PROBLEM TO WORK ON:
Write out the whole listing word for word.

INPUT MATERIAL:
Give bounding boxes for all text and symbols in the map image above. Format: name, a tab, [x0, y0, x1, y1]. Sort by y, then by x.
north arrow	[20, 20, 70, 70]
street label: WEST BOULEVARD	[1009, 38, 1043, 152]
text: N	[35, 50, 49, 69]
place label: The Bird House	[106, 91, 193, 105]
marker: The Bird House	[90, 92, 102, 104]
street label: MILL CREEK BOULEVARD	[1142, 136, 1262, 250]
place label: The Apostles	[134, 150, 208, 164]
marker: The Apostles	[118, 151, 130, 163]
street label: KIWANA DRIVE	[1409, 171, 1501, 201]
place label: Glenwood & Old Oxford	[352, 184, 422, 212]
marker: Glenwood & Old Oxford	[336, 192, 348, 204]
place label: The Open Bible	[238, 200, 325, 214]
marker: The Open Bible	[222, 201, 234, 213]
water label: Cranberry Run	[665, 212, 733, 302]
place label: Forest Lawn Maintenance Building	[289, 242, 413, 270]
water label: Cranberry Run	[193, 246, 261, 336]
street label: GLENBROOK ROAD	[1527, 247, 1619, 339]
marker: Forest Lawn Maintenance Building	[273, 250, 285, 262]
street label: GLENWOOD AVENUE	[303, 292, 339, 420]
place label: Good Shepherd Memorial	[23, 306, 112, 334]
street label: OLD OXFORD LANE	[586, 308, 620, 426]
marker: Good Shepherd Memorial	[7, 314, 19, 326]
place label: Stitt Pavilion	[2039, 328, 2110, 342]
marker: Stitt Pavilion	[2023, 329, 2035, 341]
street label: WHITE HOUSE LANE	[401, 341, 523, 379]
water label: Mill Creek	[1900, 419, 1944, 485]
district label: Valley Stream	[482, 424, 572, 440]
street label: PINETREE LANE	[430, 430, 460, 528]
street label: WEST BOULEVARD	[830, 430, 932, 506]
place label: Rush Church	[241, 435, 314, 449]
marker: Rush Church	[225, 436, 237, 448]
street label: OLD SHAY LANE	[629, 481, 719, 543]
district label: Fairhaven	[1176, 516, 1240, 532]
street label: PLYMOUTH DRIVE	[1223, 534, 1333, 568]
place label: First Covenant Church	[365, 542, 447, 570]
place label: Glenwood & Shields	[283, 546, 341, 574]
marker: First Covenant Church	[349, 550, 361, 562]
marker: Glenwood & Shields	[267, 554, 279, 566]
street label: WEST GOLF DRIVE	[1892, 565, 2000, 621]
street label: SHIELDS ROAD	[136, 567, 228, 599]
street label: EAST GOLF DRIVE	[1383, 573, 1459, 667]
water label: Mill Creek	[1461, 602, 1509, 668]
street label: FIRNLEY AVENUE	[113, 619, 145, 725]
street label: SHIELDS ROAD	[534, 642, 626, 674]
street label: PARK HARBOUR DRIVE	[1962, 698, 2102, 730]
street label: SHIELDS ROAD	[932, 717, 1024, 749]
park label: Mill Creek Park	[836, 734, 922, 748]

EXERCISE OUTPUT:
Give bounding boxes for all text and symbols in the map image above. Format: name, a tab, [x0, y0, x1, y1]. Sort by y, then by x.
north arrow	[20, 20, 70, 70]
street label: WEST BOULEVARD	[1009, 38, 1043, 152]
text: N	[35, 50, 49, 69]
place label: The Bird House	[106, 91, 193, 105]
marker: The Bird House	[90, 92, 102, 104]
street label: MILL CREEK BOULEVARD	[1142, 136, 1262, 250]
place label: The Apostles	[134, 150, 208, 164]
marker: The Apostles	[118, 151, 130, 163]
street label: KIWANA DRIVE	[1409, 171, 1501, 201]
place label: Glenwood & Old Oxford	[352, 184, 422, 212]
marker: Glenwood & Old Oxford	[336, 192, 348, 204]
place label: The Open Bible	[238, 200, 325, 214]
marker: The Open Bible	[222, 201, 234, 213]
water label: Cranberry Run	[665, 212, 733, 302]
place label: Forest Lawn Maintenance Building	[289, 242, 413, 270]
water label: Cranberry Run	[193, 246, 261, 336]
street label: GLENBROOK ROAD	[1527, 247, 1619, 339]
marker: Forest Lawn Maintenance Building	[273, 250, 285, 262]
street label: GLENWOOD AVENUE	[303, 292, 339, 420]
place label: Good Shepherd Memorial	[23, 306, 112, 334]
street label: OLD OXFORD LANE	[586, 308, 620, 426]
marker: Good Shepherd Memorial	[7, 314, 19, 326]
place label: Stitt Pavilion	[2039, 328, 2110, 342]
marker: Stitt Pavilion	[2023, 329, 2035, 341]
street label: WHITE HOUSE LANE	[401, 341, 523, 379]
water label: Mill Creek	[1900, 419, 1944, 485]
district label: Valley Stream	[482, 424, 572, 440]
street label: PINETREE LANE	[430, 430, 460, 528]
street label: WEST BOULEVARD	[830, 430, 932, 506]
place label: Rush Church	[241, 435, 314, 449]
marker: Rush Church	[225, 436, 237, 448]
street label: OLD SHAY LANE	[629, 481, 719, 543]
district label: Fairhaven	[1176, 516, 1240, 532]
street label: PLYMOUTH DRIVE	[1223, 534, 1333, 568]
place label: First Covenant Church	[365, 542, 447, 570]
place label: Glenwood & Shields	[283, 546, 341, 574]
marker: First Covenant Church	[349, 550, 361, 562]
marker: Glenwood & Shields	[267, 554, 279, 566]
street label: WEST GOLF DRIVE	[1892, 565, 2000, 621]
street label: SHIELDS ROAD	[136, 567, 228, 599]
street label: EAST GOLF DRIVE	[1383, 573, 1459, 667]
water label: Mill Creek	[1461, 602, 1509, 668]
street label: FIRNLEY AVENUE	[113, 619, 145, 725]
street label: SHIELDS ROAD	[534, 642, 626, 674]
street label: PARK HARBOUR DRIVE	[1962, 698, 2102, 730]
street label: SHIELDS ROAD	[932, 717, 1024, 749]
park label: Mill Creek Park	[836, 734, 922, 748]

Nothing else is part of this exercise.